Baseball: Philadelphia capture World Series
The Philadelphia Phillies have won the World Series after beating the Tampa Bay Rays in last night's rain-delayed Game Five.
Jayson Werth and Pedro Feliz each drove in a run to beat the Rays 4-3, clinching their first World Series title since 1980 and the second in franchise history.
Relief pitcher JC Romero picked up the win and closer Brad Lidge completed his perfect season with a scoreless ninth inning for Philadelphia, who took the series, four games to one.
"It's honestly very hard to control the emotions right now," Lidge said. "I mean, this is so incredible, I'm so happy to be here. These fans are amazing and my teammates are the best in the world and I couldn't be happier right now.
"I just did everything I could to try and take (my regular season success) into the post-season. I never thought about the alternative. I just felt like I had no fear this year, because I had already been through everything."
With the game tied at 2-2 in the middle of the sixth inning on Monday as rain poured onto the field and showed no signs of letting up, Major League Baseball commissioner Bud Selig decided to suspend the game until the weather cleared.

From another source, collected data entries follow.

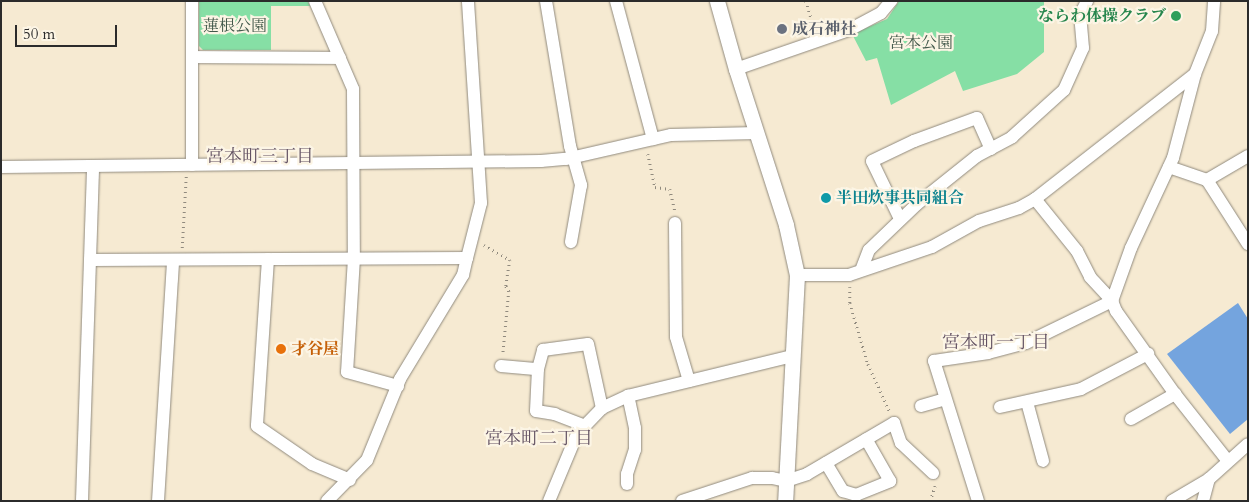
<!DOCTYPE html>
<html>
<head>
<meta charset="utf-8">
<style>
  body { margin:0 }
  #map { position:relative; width:1249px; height:502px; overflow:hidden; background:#f6ead2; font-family:Cardo,"Noto Serif JP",serif }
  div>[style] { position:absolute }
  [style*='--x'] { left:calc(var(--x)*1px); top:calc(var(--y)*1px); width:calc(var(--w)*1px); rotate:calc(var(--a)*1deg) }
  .green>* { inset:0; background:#86dfa5 }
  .water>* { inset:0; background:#74a4de }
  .path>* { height:2.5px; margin-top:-1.25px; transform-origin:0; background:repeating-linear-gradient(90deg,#908a7e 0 1px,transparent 0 5px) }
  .roads { filter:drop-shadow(0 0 1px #908a7e) drop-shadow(0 0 1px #908a7e) }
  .minor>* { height:12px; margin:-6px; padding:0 6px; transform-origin:6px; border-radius:6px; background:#fff }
  .tertiary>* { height:15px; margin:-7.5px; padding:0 7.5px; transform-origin:7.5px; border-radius:7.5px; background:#fff }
  .dots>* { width:14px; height:14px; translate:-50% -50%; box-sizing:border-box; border:2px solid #fcf5e5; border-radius:50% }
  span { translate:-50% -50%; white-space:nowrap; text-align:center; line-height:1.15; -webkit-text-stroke:4.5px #fcf5e5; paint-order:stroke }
  .leisure-label { font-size:16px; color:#27864d; font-weight:700 }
  .right { translate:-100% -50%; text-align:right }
  .park-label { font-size:16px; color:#42584a }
  .worship-label { font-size:16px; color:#5b616d; font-weight:700 }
  .left { translate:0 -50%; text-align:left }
  .culture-label { font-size:16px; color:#0d838f; font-weight:700 }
  .food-label { font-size:16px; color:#c56008; font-weight:700 }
  .neighbourhood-label { font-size:18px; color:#635263 }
  .frame { position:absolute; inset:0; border:2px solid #2b2b2b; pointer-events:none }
  .scale { position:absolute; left:15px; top:25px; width:102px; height:22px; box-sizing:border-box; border:2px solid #2b2b2b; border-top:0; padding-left:6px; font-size:15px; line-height:18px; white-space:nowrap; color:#2b2b2b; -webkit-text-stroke:4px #fcf5e5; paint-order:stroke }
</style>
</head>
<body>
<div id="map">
  <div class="green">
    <div style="clip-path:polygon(199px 1px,308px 1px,310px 6px,271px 6px,271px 50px,203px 50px,199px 46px)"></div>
    <div style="clip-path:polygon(899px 1px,1044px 1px,1044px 52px,1017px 74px,963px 91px,955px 71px,891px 105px,877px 58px,866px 61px,852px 34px,887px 19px)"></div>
  </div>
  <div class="water">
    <div style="clip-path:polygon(1238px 303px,1248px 319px,1248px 419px,1230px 434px,1167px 354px)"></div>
  </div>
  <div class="path">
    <div style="--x:806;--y:1;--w:30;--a:73"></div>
    <div style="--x:648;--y:154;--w:34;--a:78"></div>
    <div style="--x:655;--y:187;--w:15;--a:8"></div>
    <div style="--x:670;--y:189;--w:23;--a:77"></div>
    <div style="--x:484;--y:245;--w:30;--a:30"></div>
    <div style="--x:510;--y:260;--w:26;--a:99"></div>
    <div style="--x:506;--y:286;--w:6;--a:59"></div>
    <div style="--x:509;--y:291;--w:63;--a:95.4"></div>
    <div style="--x:182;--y:248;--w:72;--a:-86.8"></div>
    <div style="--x:850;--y:287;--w:16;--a:90"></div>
    <div style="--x:850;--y:303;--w:64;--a:73.6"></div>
    <div style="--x:868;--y:364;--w:53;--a:65.4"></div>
    <div style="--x:930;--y:501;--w:16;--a:-72"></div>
  </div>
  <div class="roads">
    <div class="minor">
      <div style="--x:192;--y:1;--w:164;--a:90"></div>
      <div style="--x:315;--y:1;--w:96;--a:66.6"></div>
      <div style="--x:353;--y:89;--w:169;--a:89.7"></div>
      <div style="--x:354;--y:258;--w:114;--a:93.5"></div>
      <div style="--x:347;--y:372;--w:53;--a:15.4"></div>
      <div style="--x:546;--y:1;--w:147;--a:80.6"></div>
      <div style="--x:570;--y:146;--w:41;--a:74.2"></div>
      <div style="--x:581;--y:185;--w:58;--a:100"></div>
      <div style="--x:616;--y:1;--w:143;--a:75"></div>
      <div style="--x:192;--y:57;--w:148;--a:0.4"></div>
      <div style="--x:736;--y:69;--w:120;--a:-19"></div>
      <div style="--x:849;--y:30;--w:36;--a:-28"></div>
      <div style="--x:881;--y:13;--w:16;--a:-50"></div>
      <div style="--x:1248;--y:156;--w:48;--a:149.7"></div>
      <div style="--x:1207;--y:180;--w:76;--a:57.4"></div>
      <div style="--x:1;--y:167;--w:540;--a:-0.64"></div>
      <div style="--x:541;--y:161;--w:25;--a:-5"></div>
      <div style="--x:566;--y:159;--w:108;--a:-12.9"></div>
      <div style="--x:671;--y:135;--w:86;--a:-1.3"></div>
      <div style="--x:1169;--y:167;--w:40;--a:18.9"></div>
      <div style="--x:1035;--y:199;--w:67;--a:51.1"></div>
      <div style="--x:1077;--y:251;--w:29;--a:63"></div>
      <div style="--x:1090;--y:277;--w:33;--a:47"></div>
      <div style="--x:1112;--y:301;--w:11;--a:68"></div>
      <div style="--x:1116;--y:311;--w:102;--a:54.6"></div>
      <div style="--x:1175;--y:394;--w:85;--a:51.7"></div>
      <div style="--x:900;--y:219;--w:64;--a:-115.8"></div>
      <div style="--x:872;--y:161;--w:47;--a:-25.5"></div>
      <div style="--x:914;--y:141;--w:67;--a:-20.1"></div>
      <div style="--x:977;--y:118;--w:34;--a:66"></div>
      <div style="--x:675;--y:223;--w:114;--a:89.5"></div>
      <div style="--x:676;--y:337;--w:46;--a:73.5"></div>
      <div style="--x:268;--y:259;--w:167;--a:93.8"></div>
      <div style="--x:257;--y:426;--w:67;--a:34.6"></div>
      <div style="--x:312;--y:464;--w:41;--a:22.8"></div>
      <div style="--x:90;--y:260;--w:377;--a:-0.3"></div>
      <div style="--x:862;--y:268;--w:19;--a:-69"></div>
      <div style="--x:869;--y:250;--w:66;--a:-43.8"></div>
      <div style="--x:917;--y:204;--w:77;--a:-38.7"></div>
      <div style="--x:977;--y:156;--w:40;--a:-28"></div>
      <div style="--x:1012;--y:137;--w:70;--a:-42.1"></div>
      <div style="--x:1064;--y:90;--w:46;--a:-65.7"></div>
      <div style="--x:1083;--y:48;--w:33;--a:-95"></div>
      <div style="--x:1080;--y:15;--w:16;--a:-63"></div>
      <div style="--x:797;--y:275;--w:52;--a:0"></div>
      <div style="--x:849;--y:275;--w:88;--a:-18.6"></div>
      <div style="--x:932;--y:247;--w:54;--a:-29"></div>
      <div style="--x:979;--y:221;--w:42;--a:-18"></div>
      <div style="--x:1019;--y:208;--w:18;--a:-29"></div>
      <div style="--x:1035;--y:199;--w:203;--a:-38"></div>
      <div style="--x:501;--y:366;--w:37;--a:5"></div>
      <div style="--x:1027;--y:402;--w:61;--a:74.8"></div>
      <div style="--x:921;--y:406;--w:25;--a:-16"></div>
      <div style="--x:1000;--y:407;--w:83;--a:-12.5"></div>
      <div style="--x:1081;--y:389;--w:76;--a:-27.6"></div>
      <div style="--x:1131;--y:419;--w:51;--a:-29.6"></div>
      <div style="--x:583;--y:425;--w:30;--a:-159"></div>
      <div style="--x:555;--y:414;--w:19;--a:-171"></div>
      <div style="--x:536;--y:411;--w:42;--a:-87.3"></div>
      <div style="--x:538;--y:369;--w:20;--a:-75"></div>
      <div style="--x:543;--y:350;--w:45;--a:-7.6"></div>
      <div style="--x:588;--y:344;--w:66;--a:77.7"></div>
      <div style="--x:826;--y:463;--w:33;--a:59"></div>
      <div style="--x:843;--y:491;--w:14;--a:17"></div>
      <div style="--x:856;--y:495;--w:37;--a:-22"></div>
      <div style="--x:890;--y:481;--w:48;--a:-119.7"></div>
      <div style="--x:627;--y:484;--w:10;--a:-90"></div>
      <div style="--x:627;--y:474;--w:25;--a:-72"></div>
      <div style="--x:635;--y:450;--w:22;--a:-90"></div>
      <div style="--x:635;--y:428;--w:33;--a:-102"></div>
      <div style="--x:82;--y:501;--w:335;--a:-88.1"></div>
      <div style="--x:158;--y:501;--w:241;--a:-86.4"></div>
      <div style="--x:327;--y:501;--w:57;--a:-45.7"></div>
      <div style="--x:367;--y:460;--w:87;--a:-67.8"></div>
      <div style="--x:400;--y:379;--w:122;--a:-58.8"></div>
      <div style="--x:463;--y:275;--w:17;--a:-77"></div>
      <div style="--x:467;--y:258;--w:57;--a:-75.7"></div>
      <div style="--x:481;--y:203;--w:202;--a:-93.7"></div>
      <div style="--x:549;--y:501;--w:73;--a:-67.3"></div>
      <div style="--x:577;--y:434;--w:36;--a:-46"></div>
      <div style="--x:602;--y:408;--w:29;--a:-25"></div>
      <div style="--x:628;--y:396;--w:169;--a:-13.7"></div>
      <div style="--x:682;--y:501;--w:74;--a:-18.2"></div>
      <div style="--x:752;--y:478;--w:20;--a:0"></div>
      <div style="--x:772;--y:478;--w:14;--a:12"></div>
      <div style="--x:786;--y:481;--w:22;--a:-18"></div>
      <div style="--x:807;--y:474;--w:101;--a:-30.4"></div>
      <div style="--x:894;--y:423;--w:21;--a:71"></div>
      <div style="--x:901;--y:443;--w:44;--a:43.2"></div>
      <div style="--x:978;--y:501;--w:147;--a:-107.4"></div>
      <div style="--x:934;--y:361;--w:55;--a:-8.4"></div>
      <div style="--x:988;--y:353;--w:39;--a:-15"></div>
      <div style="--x:1026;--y:343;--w:96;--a:-26"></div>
      <div style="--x:1112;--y:301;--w:56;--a:-70.3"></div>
      <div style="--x:1131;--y:248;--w:99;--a:-65"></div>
      <div style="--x:1173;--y:158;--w:87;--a:-75.3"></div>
      <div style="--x:1195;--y:74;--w:46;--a:-68.4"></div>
      <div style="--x:1212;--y:31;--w:30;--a:-86"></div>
      <div style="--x:1172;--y:501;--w:43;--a:-30.7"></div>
      <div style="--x:1209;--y:479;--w:52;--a:-41.9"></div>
      <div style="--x:1203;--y:501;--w:23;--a:-75"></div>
    </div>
    <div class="tertiary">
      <div style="--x:717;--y:1;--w:71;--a:74.4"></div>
      <div style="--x:736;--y:69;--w:164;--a:72.2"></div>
      <div style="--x:786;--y:225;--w:51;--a:77.6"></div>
      <div style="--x:797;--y:275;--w:226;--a:93"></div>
    </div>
  </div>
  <div class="dots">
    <div style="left:1176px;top:16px;background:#2e9e5b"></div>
    <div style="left:782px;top:29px;background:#6b7280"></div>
    <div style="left:826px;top:198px;background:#0f9aa8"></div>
    <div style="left:281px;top:349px;background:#e8710a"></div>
  </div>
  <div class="leisure-label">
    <span class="right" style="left:1166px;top:16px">ならわ体操クラブ</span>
  </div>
  <div class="park-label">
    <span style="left:235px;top:26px">蓮根公園</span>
    <span style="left:921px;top:43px">宮本公園</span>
  </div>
  <div class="worship-label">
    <span class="left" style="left:792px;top:29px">成石神社</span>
  </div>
  <div class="culture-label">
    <span class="left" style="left:836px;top:198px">半田炊事共同組合</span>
  </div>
  <div class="food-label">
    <span class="left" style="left:291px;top:349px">才谷屋</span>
  </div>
  <div class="neighbourhood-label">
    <span style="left:260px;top:157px">宮本町三丁目</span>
    <span style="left:996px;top:343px">宮本町一丁目</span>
    <span style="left:539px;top:439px">宮本町二丁目</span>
  </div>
  <div class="frame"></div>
  <div class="scale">50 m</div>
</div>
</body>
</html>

The conditions finally became playable on Wednesday, and the Phillies showed absolutely no rust.
"(Manager) Charlie (Manuel) does a great job in keeping us mentally prepared, he has all year long," shortstop Jimmy Rollins said. "And even though we've had a day and a half off, we all went home, with the game still playing in our minds. We never sat down. We had that attitude."
"I think that the lay-off didn't hurt either team," Manuel said.
Tampa Bay manager Joe Maddon was gracious in defeat.
"I want to say congratulations to the Phillies," Maddon said. "(I) look in the mirror and I see us a little bit. They're a lot like us. We're a lot like them. (The Phillies are) truly a wonderful team and deserving to win the World Series."
Cole Hamels, who pitched the first six innings - allowing two runs and five hits while striking out three - on Monday and earned a win in Game One, was named the World Series MVP.
"To come away with a World Series ring is more important to me than an MVP, because truly I'm one of 25 guys on the team," Hamels said. "So I think winning the World Series is a far more greater accomplishment than anything I can do. I feel like a winner now."
It was Victorino's two-run single in the first that put the Phillies on the board on Monday, with RBI hits by Evan Longoria and Carlos Pena accounting for the Rays' runs.
"I don't really feel, as a club, we have anything to be ashamed of," Longoria said. "I think we went out there and represented the American League pretty good and played our best. They just beat us."
"I always though we'd win the World Series," Manuel said. "I knew we could beat anybody in our league, and when I look at my guys, I see our chemistry and our attitude, our makeup, how much we like to play and how much the Philadelphia fans back us.
"I knew we (could) win the World Series."